Déjà en mars de cette année, quand, suite à l’annexion de la Crimée, une marche réunissait plusieurs milliers de personnes contre les aventures impériales du gouvernement russe, la gauche radicale avançait en première ligne du cortège derrière une énorme bannière scandant « C’est toujours le peuple qui paie la guerre. » Il n’aura fallu que 6 mois pour que cette vérité soit à nouveau confirmée de manière dramatique, dans le contexte d’une stagnation de l’économie nationale rampante, qui produit déjà des effets sur le niveau de vie de millions de simples citoyens russes.
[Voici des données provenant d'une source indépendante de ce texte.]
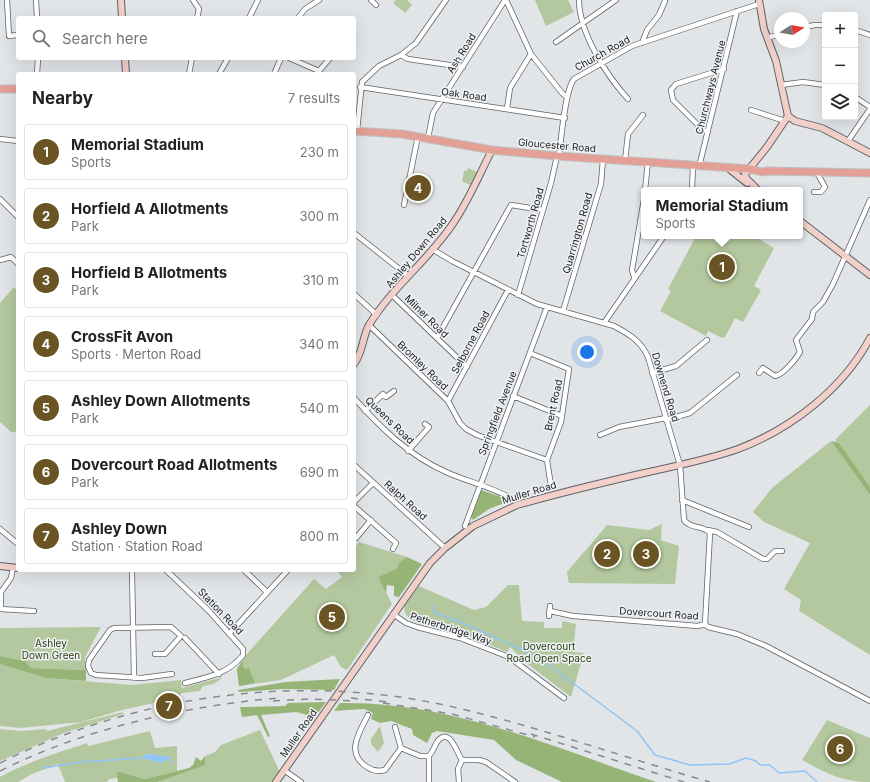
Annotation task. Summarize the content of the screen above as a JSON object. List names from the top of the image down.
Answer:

Ainsi, d’après les données officielles, le prix des denrées alimentaires a augmenté de près de 8% ces 9 derniers mois. Selon les sondages, l’augmentation brutale du coût de la vie inquiète plus de 60% des habitants de Russie. L’inflation fait suite à une chute catastrophique du cours de la monnaie nationale (depuis le début de l’année, le prix de l’euro en rouble a augmenté de 11%, celui du dollar de 20%), elle-même liée à la fuite progressive du capitale (plus de 50 milliard de dollars pour la première moitié de 2014). La perspective toujours plus nette d’un crash économique n’est qu’en partie liée aux sanctions internationales. La crise en cours est en fait systémique et prédéterminée par le modèle du capitalisme post-soviétique, basé essentiellement sur l’exploitation des ressources naturelles (pour 2014 le pétrole et le gaz représentent plus de 70% des exportations russes).
La crise de ce modèle économique conduit inévitablement à la crise de son modèle social : à la veille de 2015, l’élite russe doit réviser radicalement l’entièreté de sa politique budgétaire. L’un des principes directeurs des années de « stabilité » poutinienne a consisté à augmenter progressivement les salaires dans le secteur public. L’augmentation des revenus de la population, qui recevait sa part – certes maigre – de tarte dans le partage des revenus du pétrole, devait garantir loyauté politique de celle-ci. En dépit des réformes néo-libérales dans l’enseignement et les soins de santé, qui visaient à faire baisser les dépenses publiques et à promouvoir différentes formes de « partenariats public-privé », les dépenses sociales de la population étaient compensées à coût de diverses subventions. L’extension du Fonds de Réserve qui, en temps de crise, peut faire office de « coussin de sécurité » pour une économie russe dépendante de la conjoncture des prix du pétrole, a été une autre caractéristique de la politique budgétaire de Poutine ces 10 dernières années.
Cependant, la chute actuelle du prix du pétrole ne laisse planer aucun doute sur ce que les dépenses publiques vont sérieusement en pâtir (par exemple, le budget de 2015, qui a déjà été adopté, tablait sur un baril à 105 dollars, alors que on prix est aujourd’hui à moins de 80 dollars et qu’il continue de baisser). Les moyens énormes qui s’accumulent au Fonds de Réserve ne cessent de fondre, principalement à cause du rachat des dettes de grandes entreprises et des banques, notamment celles de la principale compagnie pétrolière du pays, Rosneft, qui a récemment demandé près de 40 milliards de dollars « d’aide » à l’État.
Alors que les dépenses pour la défenses et la police, qui sont déjà supérieures à celles de l’année passée, seront très peu probablement révisées, les attaques sur le secteur public on déjà commencé. Ainsi, la fermeture progressive de quelques dizaines d’hôpitaux de Moscou jugés « économiquement injustifiés » a déjà été annoncée en octobre. En réponse à ce plan, une action massive a rassemblé dans le centre ville médecins et des milliers de citoyens inquiets et mécontents des coupes claires dans les soins de santé. Dès la fin novembre, une action en défense de la santé doit avoir lieu à travers tout le pays, organisée par les syndicats indépendants. Le regain de mécontentement social dans l’année qui vient est inévitable. La question est de savoir si ce mécontentement verra émerger de vraies alternatives au système actuel, qui se jette à toute vitesse dans l’abîme.